The Houthis were formed by Zaidite scholars, a Shia sect who have lived in Yemen for over a thousand years and also ruled the country for several centuries. Their rebellion against the Saudi-backed government began about a decade ago.
The present-day Houthi rebels have their roots in the northwest of Yemen. A mountainous border area next to Saudi Arabia, Sa’dah is a stronghold of the Shia Zaidites, who only exist in Yemen and differ to the Twelver Imam Shia. They make up around 25 percent of the population there.
With the collapse of the Ottoman Empire in 1918, a Zaidi monarchy took power in northern Yemen, then called the Mutawakkilite Kingdom. The ruler, or Imam, was a spiritual leader, who upheld secular values. The Zaidis also enjoyed international recognition as the legitimate government in the region, with Sanaa as their capital. As northern and southern parts of Yemen united in 1990, Sanaa became the single capital of the entire country.
In the 1980s, the Zaidites felt increasingly marginalised by the growing influence of Saudi-financed Salafi institutes. The al Houthis, a family of Zaidite scholars, allied themselves with tribes in the region to form the Ansarullah militia.
The rebellion of the Houthis led to an armed conflict with the Yemeni army in 2004. The then President Ali Abdullah Saleh, who is a Zaidi himself, branded the Houthis ‘terrorists’ and accused Iran of financing the rebels. By 2010, thousands had been killed and hundreds of thousands had fled the country.
The Houthis and the Arab Spring
When Arab Spring 2011 hit Yemen, Ansarullah joined the protest movement and President Saleh was forced out of office. Abd Rabbu Mansour Hadi became the new president.
But the security and economic situation of the poorest country on the Arabian Peninsula continues to deteriorate, so does support for the new government. This helped the Houthis tap into people's anger and disillusionment and present themselves as an alternative to the Hadi government. The rebel group even gained a following from supporters of Saleh, the former president and sworn enemy of the Houthi insurgents.

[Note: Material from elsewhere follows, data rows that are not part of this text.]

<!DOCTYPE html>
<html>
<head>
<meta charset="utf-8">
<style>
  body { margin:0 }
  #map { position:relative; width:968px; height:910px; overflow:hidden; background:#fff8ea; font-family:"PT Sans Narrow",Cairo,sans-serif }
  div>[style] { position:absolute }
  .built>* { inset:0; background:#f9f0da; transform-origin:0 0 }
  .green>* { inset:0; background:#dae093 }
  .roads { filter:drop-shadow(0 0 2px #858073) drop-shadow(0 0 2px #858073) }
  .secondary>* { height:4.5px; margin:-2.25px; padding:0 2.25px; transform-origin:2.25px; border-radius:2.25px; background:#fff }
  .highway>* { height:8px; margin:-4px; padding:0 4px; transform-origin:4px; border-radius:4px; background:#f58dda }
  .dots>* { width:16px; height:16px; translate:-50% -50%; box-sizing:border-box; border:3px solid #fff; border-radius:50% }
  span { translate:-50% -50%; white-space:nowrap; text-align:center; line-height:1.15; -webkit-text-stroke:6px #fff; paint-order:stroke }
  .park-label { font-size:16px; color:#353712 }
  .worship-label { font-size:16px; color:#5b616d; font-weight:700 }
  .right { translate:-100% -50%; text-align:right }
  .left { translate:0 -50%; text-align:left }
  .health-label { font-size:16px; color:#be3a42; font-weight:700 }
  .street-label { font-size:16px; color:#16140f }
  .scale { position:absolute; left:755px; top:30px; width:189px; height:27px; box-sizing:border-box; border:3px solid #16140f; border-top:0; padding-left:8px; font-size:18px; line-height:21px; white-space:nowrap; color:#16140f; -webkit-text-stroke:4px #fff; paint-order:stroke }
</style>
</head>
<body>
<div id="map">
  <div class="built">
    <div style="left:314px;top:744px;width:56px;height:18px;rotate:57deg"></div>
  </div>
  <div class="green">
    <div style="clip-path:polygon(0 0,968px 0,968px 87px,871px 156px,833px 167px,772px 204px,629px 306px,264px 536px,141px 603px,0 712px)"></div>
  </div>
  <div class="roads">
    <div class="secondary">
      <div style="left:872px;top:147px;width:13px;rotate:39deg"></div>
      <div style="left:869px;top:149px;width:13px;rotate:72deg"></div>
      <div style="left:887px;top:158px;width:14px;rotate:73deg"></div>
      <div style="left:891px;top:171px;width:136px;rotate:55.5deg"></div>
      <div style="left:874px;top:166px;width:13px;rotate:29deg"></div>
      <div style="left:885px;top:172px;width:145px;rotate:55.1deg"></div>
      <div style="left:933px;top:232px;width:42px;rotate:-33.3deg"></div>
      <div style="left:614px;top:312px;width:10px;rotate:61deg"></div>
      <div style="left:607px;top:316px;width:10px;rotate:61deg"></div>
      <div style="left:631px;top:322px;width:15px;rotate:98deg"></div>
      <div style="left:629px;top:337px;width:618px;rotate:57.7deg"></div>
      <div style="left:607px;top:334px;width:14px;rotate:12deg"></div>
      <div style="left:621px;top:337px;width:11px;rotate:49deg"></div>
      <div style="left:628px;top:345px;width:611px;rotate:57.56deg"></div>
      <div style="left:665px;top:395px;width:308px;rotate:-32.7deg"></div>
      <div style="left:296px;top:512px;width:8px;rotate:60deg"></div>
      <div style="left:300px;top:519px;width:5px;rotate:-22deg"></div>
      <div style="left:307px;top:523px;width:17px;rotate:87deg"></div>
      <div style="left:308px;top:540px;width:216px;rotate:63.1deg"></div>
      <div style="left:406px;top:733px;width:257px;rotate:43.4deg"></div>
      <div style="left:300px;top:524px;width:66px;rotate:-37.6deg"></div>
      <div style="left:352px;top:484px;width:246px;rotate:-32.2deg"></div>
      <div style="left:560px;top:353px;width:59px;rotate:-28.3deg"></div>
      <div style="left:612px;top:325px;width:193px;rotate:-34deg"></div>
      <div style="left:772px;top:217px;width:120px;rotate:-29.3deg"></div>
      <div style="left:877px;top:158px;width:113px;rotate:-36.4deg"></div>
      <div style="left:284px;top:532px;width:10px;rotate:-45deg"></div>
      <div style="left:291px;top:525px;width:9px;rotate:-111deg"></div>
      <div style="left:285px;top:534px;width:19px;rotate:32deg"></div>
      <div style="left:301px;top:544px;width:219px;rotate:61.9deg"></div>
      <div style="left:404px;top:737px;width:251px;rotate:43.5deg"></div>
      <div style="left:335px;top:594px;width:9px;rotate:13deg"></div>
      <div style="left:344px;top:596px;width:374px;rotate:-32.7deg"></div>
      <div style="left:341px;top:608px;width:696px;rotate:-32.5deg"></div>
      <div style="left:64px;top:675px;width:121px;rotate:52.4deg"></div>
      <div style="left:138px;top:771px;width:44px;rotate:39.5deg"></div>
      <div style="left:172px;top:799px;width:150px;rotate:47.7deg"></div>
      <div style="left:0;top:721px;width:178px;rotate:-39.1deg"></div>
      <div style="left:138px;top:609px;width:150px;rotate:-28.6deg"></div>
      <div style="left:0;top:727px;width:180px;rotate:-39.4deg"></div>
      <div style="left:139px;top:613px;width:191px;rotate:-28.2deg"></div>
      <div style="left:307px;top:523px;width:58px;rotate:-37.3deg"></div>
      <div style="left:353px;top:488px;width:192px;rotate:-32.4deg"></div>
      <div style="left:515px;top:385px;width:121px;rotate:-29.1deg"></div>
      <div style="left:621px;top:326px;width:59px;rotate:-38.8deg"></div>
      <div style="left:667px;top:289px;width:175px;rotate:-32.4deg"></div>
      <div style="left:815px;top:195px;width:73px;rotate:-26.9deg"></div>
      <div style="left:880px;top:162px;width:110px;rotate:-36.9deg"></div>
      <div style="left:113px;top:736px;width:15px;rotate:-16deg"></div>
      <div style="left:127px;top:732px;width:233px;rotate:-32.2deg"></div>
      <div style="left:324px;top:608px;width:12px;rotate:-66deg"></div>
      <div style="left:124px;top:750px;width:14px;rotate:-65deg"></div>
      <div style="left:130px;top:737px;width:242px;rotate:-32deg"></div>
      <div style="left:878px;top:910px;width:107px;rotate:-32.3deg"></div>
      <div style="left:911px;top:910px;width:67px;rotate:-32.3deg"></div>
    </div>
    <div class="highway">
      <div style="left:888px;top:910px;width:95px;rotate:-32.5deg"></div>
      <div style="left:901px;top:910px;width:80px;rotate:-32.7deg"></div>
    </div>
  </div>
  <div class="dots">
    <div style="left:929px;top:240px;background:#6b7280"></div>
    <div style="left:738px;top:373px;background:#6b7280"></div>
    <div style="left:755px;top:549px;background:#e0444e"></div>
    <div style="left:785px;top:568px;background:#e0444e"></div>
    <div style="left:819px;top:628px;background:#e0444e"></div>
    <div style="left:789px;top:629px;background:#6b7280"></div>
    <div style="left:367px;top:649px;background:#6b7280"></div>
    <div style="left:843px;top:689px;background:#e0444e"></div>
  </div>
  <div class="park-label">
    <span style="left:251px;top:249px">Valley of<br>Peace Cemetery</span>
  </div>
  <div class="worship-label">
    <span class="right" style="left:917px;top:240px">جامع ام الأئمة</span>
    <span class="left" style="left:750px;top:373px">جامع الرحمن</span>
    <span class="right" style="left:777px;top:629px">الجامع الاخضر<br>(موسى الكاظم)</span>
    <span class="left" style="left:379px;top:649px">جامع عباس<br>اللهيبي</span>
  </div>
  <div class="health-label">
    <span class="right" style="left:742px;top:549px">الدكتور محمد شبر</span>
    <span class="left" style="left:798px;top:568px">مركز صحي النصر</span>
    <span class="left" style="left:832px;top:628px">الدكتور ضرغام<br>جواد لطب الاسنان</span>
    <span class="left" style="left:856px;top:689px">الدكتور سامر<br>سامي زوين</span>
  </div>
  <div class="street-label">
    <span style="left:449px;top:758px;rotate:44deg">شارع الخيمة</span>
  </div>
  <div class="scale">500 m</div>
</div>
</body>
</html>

In September 2014, the Houthis took control of Sanaa unhindered by the military loyal to Saleh, and in January they captured the presidential palace. They dissolved parliament and expanded their influence in the west and centre of the country. President Hadi fled from the Houthis, first to the port city of Aden, then to Saudi Arabia. His exact location has been unknown ever since, though he still runs the government remotely.
The Iran factor
The Houthis have grown closer to Iran since the Arab Spring. After numerous Arab and Western countries closed their embassies in Sanaa in February, Iran helped the Houthis out of international isolation. A daily direct flight connection was established between Tehran and Sanaa and Tehran pledged oil and electricity supplies to support the ‘popular revolution’ in Yemen.
What are the Houthis’ goals?
Officially, the Houthis denounce the corruption of the displaced elite and want to confront Saudi-financed ‘Salafism’. Opponents see their goal in the re-establishment of a Zaidi imamate. The beginning of their uprising in the north still seemed to be about stronger influence in the political struggle for a new federal state order. But since then, they seem to be striving for control over the whole country.

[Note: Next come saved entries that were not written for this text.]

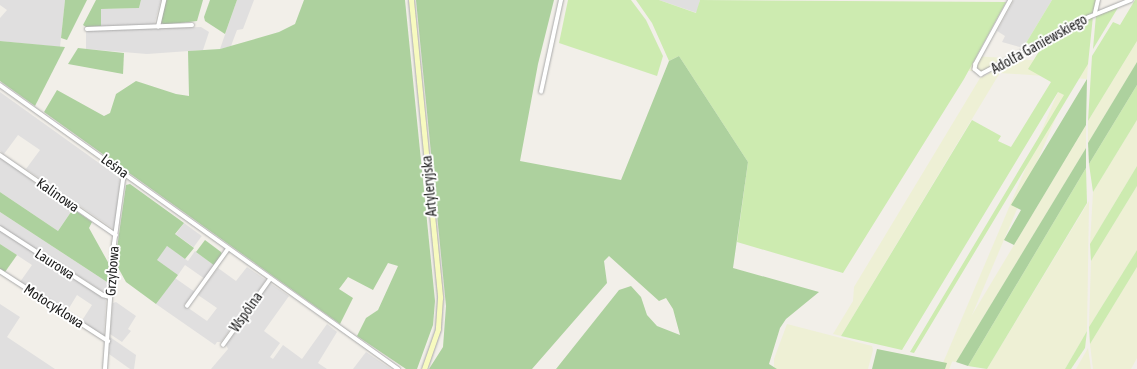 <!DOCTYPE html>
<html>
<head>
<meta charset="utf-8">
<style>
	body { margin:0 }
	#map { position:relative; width:1137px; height:369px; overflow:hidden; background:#f2efe9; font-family:"Asap Condensed",sans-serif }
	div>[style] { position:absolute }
	.residential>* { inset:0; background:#e0dfdf; transform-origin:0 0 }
	.farmland>* { inset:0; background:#eef0d5; transform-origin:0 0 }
	.grass>* { inset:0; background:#cdebb0 }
	.forest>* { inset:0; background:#add19e }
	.roads { filter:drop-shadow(0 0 1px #a9a9a9) drop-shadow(0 0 1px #a9a9a9) }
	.street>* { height:3.5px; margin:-1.75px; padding:0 1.75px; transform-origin:1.75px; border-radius:1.75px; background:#fff }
	.secondary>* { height:5px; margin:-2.5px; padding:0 2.5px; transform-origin:2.5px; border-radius:2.5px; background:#f7fabf }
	span { translate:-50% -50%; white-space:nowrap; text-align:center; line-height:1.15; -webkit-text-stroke:4px #fff; paint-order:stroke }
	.street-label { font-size:14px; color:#222 }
</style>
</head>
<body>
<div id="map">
	<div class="residential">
		<i style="clip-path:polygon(0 0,65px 0,60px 47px,0 41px,0 18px,7px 10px,0 5px)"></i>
		<i style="clip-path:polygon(141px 0,161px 0,154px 25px,101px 26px,101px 9px,139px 8px)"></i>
		<i style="clip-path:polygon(237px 0,254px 0,243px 29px,237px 30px,231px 46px,220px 49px)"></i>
		<i style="clip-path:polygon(659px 0,700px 0,697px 13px)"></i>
		<i style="clip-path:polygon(1014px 0,1052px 0,1023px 48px,1002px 42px,1005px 36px,997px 31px)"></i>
		<i style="clip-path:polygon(201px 27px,209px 32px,203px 50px,147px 54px,86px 49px,86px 31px)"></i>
		<i style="clip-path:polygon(0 92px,120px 178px,115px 230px,26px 169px,40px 150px,18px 135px,4px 154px,0 151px)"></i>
		<i style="clip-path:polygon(0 158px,73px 209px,58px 231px,0 192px)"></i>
		<i style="clip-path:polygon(0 212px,107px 282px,107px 294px,0 226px)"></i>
		<i style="left:184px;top:223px;width:22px;height:14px;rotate:36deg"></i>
		<i style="clip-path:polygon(0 230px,106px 300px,104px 335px,99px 335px,81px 322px,92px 305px,77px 295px,66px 313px,20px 282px,32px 265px,0 244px)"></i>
		<i style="clip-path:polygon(167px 246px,188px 261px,195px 251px,215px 266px,205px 279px,185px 265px,178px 275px,156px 260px)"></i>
		<i style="clip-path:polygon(247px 267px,266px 280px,221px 342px,217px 342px,215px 345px,156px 304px,175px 278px,195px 292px,184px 305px,207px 321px,217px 308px,198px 295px,218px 268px,236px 281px)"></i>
		<i style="clip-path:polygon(270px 283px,289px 296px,264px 331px,280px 343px,270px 357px,273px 359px,283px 345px,302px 359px,327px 324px,337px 332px,318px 363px,327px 369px,211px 369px,228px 349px,226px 345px)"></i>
		<i style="clip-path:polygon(116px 302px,136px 316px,128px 329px,131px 331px,122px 342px,110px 334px,113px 303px)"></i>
		<i style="clip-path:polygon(0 304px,20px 317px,7px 337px,55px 369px,0 369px)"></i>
		<i style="clip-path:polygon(110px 337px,136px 355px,134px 369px,130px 369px,109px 354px)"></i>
		<i style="clip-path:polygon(366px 352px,369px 354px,391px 369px,353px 369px)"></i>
	</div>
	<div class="farmland">
		<i style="clip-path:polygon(1137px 41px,1137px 62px,1088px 143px,1088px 121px)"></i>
		<i style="left:1088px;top:64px;width:15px;height:337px;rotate:94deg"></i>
		<i style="clip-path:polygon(1004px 66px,841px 336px,833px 334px,853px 301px,854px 287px,980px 78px)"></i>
		<i style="left:1058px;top:92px;width:8px;height:301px;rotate:23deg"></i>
		<i style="clip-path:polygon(1137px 120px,1137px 166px,1090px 244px,1093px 192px)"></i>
		<i style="clip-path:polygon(1086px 125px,1086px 148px,956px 362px,945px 360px)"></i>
		<i style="clip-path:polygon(1137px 186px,1137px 250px,1089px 327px,1091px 261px)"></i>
		<i style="clip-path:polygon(1089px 201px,1087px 331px,1065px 369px,987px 369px)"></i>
		<i style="clip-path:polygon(1137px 267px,1137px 358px,1131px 369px,1093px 369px,1090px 344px)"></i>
		<i style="clip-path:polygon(787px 324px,872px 346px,873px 350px,868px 369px,777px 369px,774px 367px,774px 359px)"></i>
		<i style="clip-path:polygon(1088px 348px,1091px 369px,1076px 369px)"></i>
	</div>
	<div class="grass">
		<i style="clip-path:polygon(568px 0,631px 0,646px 20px,663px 56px,657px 76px,559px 43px)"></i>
		<i style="clip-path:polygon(636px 0,659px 0,696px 13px,700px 0,1006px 2px,964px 79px,843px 273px,737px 242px,748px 162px,679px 56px,669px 61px,652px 23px)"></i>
		<i style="clip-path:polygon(1052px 0,1096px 0,1094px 12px,1028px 50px,1023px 48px)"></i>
		<i style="clip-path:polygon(1135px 0,1137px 0,1137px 41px,1088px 121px,1092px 56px,1113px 22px,1120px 25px)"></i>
		<i style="clip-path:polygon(1119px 6px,1093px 49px,1096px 15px)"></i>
		<i style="clip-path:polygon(1093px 16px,1088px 64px,914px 353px,910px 352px,1064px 95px,1058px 92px,902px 350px,841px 336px,972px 120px,1001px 136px,998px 141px,1011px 147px,1051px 82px,1028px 69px,1045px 42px)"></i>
		<i style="clip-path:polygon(1137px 85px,1137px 120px,1093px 192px,1089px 164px)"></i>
		<i style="clip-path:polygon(1137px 166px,1137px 186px,1091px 261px,1090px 244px)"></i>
		<i style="clip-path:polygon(1086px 168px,1087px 203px,987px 369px,968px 366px)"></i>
		<i style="clip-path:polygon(1137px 250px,1137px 267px,1090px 344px,1089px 327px)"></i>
		<i style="clip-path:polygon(1087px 331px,1085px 348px,1071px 369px,1065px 369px)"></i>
	</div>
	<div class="forest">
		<i style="clip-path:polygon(65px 0,87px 0,67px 40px,61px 38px)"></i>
		<i style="clip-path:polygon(96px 0,141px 0,139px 8px,101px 9px,101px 26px,86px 27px,83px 25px)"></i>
		<i style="clip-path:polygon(166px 0,203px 0,197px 21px,164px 25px,161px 22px)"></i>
		<i style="clip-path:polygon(210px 0,237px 0,225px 34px,205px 21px,204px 17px)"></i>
		<i style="clip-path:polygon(304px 0,405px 0,435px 301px,433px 325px,417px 369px,406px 369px,357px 336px,366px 318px,378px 310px,398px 266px,388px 263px,373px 290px,348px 277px,339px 289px,353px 298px,340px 324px,44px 112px,57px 90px,104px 116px,110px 113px,116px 94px,136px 81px,176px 94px,189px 96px,188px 51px,220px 49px,279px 32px,295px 24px)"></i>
		<i style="clip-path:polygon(416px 0,554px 0,538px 64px,520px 161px,621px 180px,669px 61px,679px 56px,748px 162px,733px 268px,819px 292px,786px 319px,780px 328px,769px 364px,777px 369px,556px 369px,619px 290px,631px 286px,641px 297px,647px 315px,657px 326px,680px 335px,673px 309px,666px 298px,659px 301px,609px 256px,604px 261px,607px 283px,532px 369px,429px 369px,443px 347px,446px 306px)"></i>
		<i style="clip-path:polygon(0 41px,65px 47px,35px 106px,0 81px)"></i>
		<i style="clip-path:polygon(78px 48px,124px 53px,123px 74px,68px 64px)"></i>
		<i style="clip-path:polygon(1137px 62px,1137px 85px,1089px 164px,1088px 143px)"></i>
		<i style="clip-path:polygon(1087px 79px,1086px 125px,1014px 245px,1004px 240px,1021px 210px,1011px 205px)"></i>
		<i style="clip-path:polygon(1086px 148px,1086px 168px,968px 366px,956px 362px)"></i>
		<i style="clip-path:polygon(130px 184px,184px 223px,175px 234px,194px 248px,185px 259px,167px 246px,157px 260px,178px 275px,156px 304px,126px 282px,115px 262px,126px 185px)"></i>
		<i style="clip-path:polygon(0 192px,58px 231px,73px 209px,92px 222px,89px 228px,109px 264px,107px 282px,0 212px)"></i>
		<i style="clip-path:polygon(205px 240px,221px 252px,222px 255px,215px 266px,196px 252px)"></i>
		<i style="clip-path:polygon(0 244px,17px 255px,5px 272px,0 269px)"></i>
		<i style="clip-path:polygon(877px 349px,947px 363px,945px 369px,872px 369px)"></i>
	</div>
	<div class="roads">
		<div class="street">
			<i style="left:1011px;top:0;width:73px;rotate:118.7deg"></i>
			<i style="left:976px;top:64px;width:5px;rotate:101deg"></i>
			<i style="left:975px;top:69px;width:8px;rotate:40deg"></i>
			<i style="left:981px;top:74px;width:122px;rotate:-27.8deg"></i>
			<i style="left:1089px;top:17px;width:45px;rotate:-22deg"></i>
			<i style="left:1095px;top:13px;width:13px;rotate:-77deg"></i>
			<i style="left:158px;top:27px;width:28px;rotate:-77deg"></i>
			<i style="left:87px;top:29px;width:105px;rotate:-2.2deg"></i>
			<i style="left:0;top:85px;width:489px;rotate:35.5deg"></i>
			<i style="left:541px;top:92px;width:94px;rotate:-77.7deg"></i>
			<i style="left:0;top:155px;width:141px;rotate:34.6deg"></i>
			<i style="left:0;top:228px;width:123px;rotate:33deg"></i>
			<i style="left:103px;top:295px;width:7px;rotate:16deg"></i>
			<i style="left:0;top:271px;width:129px;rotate:32.9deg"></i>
			<i style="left:187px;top:306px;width:70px;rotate:-54.3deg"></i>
			<i style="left:223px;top:345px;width:81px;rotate:-54.5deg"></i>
			<i style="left:105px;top:369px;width:125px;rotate:-85.9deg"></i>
			<i style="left:114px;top:244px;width:72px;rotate:-82deg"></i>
		</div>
		<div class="secondary">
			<i style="left:411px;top:0;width:299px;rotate:84.4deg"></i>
			<i style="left:440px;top:298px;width:31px;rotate:94deg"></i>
			<i style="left:438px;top:329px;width:42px;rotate:109.3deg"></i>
		</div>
	</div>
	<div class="street-label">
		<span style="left:1039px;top:44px;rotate:-29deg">Adolfa Ganiewskiego</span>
		<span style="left:115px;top:166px;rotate:36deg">Leśna</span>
		<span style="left:429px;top:186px;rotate:-95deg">Artyleryjska</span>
		<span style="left:58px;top:195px;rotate:35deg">Kalinowa</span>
		<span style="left:55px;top:264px;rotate:33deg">Laurowa</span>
		<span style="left:112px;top:271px;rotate:-86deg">Grzybowa</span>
		<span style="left:54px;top:306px;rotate:33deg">Motocyklowa</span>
		<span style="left:246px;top:312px;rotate:-55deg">Wspólna</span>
	</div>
</div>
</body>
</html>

Saudi Arabia and the Houthis
The rebels can provoke Saudi Arabia - for example, with skirmishes at the southern border. The Houthi fighters have already entered the neighbouring state in 2010.
However, Riyadh mobilised 150,000 men and 100 war planes for its counter mission. The official goal of the current air raids is to restore the ‘legitimacy’ of President Hadi. Many believe it is possible that the Houthis could be forced to negotiate a peaceful political transition.